In November 1918 World War I ended. There were no obstacles to a German national traveling now! It's not recorded what Freundlich felt as the great expedition set out, but we know exactly where he was when the results came through. He read it in the newspaper, back in Berlin.

He hadn't been invited along.

In fact, it was a cool Englishman we've already met who led the team. Arthur Eddington wore small metal-rimmed glasses, was medium height and barely medium weight, and spoke in sentences that tapered off whenever he had to pause for thought, which was fairly often. This of course meant in the good English manner that under his meek exterior there beat a soul of wild determination. By the time Chandra encountered him in the 1930s his personality had hardened, but at this time, in the period of World War I, he had the energy of a young man.
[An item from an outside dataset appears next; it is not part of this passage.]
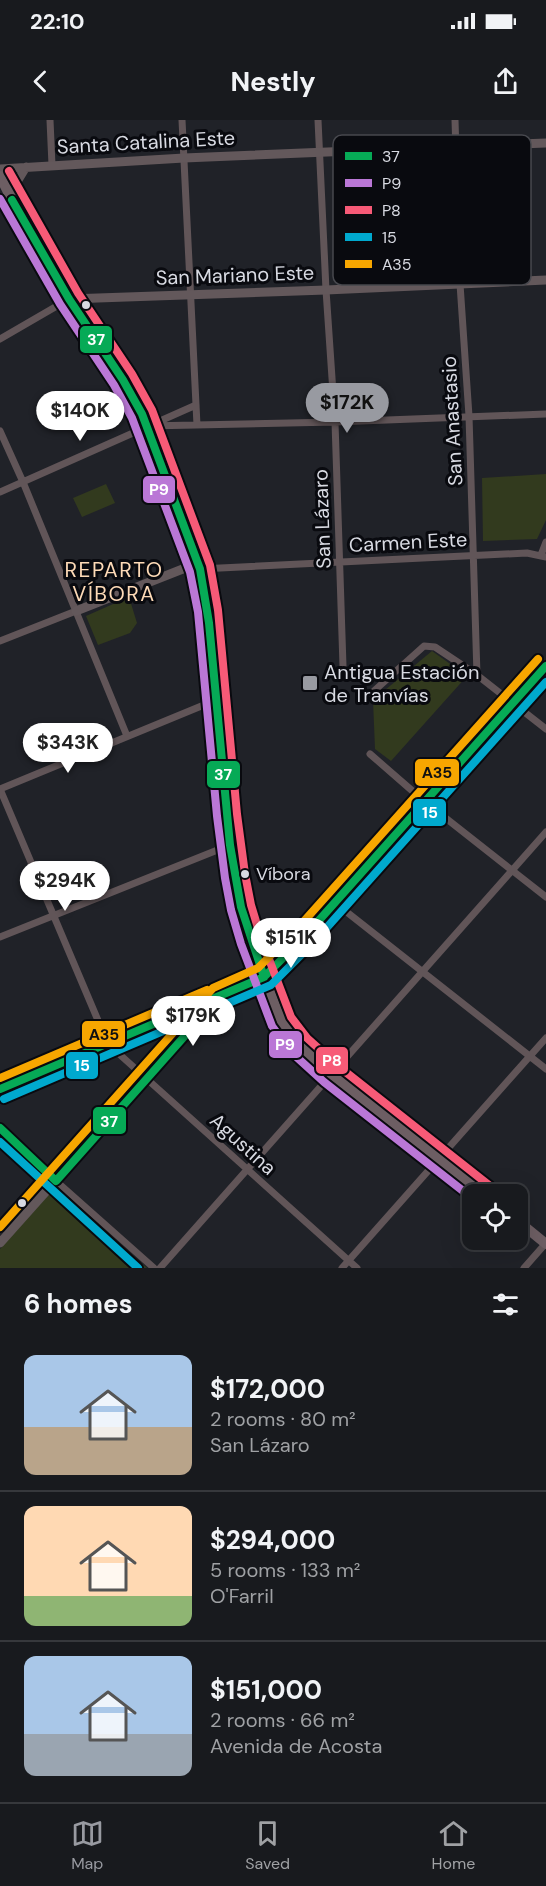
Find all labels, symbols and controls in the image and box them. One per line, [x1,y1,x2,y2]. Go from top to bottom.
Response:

On May 29 of each year the sun is positioned in front of an exceptionally dense group of bright stars—the Hyades cluster. That wouldn't usually help anyone, for without a solar eclipse occurring on that particular date, there would be no chance to see how that rich field of stars gets their light bent around the sun. The glare from the daytime sun would overwhelm that small effect. But in 1919 there was going to be an eclipse, precisely on May 29. As Eddington innocently noted: "Attention was called to this remarkable opportunity by the Astronomer Royal [Frank Dyson] in March 1917; and preparations were begun. . . ."

What Eddington neglected to mention was that he would have been thrown into prison if he didn't go. For as a Quaker, Eddington was a pacifist, and as a pacifist, in the middle of World War I England, one of the rough prison camps in the Midlands was in store. The soldiers guarding the pacifist camps were often recently back from the front—or embarrassed that they themselves hadn't seen service there, which could be worse. Conditions were rough. There was steady abuse and beatings; a number of deaths.

Eddington's colleagues at Cambridge didn't want him to go through this, and tried to arrange for the War Department to defer him, as being important for the nation's scientific future. A letter confirming this was sent to him, from the Home Office, which he only had to sign and send back.

Eddington knew what was in store in the prison camps, but being a pacifist isn't the same as being a coward, as the actions of many Quakers years later in the American civil rights movement showed. Eddington signed the letter, since that was only fair to his friends, but then he also added a postscript, explaining to the Home Office that if he wasn't deferred on grounds of scientific usefulness, he'd still ask to be deferred as a conscientious objector. The Home Office was not impressed, and began proceedings to send him to one of the prisons.

Arthur Eddington

AIP EMILIO SEGRE VISUAL ARCHIVES

This is the point at which the Astronomer Royal, Frank Dyson, called attention to the remarkable eclipse opportunity. If Dyson could get Eddington to arrange the expedition, could Eddington still be deferred, despite that postscript? Dyson's work was relevant to navigation, and so he was close to the admiralty. The admiralty had a word with the Home Office. Eddington was free . . . so long as he led that expedition. They had two years to prepare.

It rained during the expedition, of course, but this is only what you'd expect on an island off the African coast, just north of the Congo, where Eddington ended up. But remember, Freundlich wasn't with Eddington. The rain cleared, and Eddington got two good plates. Most of the developing would have to be done in Britain, however, and no one would know the result for several months.

Afterward, Einstein tried to pretend that he hadn't been bothered by the delay. But by mid-September, still having no word, he wrote to his friend Ehrenfest, asking, with overelaborate casualness, if perhaps
he'd
heard anything about the expedition? Ehrenfest had good connections with the British. But no, he knew nothing. He wasn't even sure if Eddington had made it back.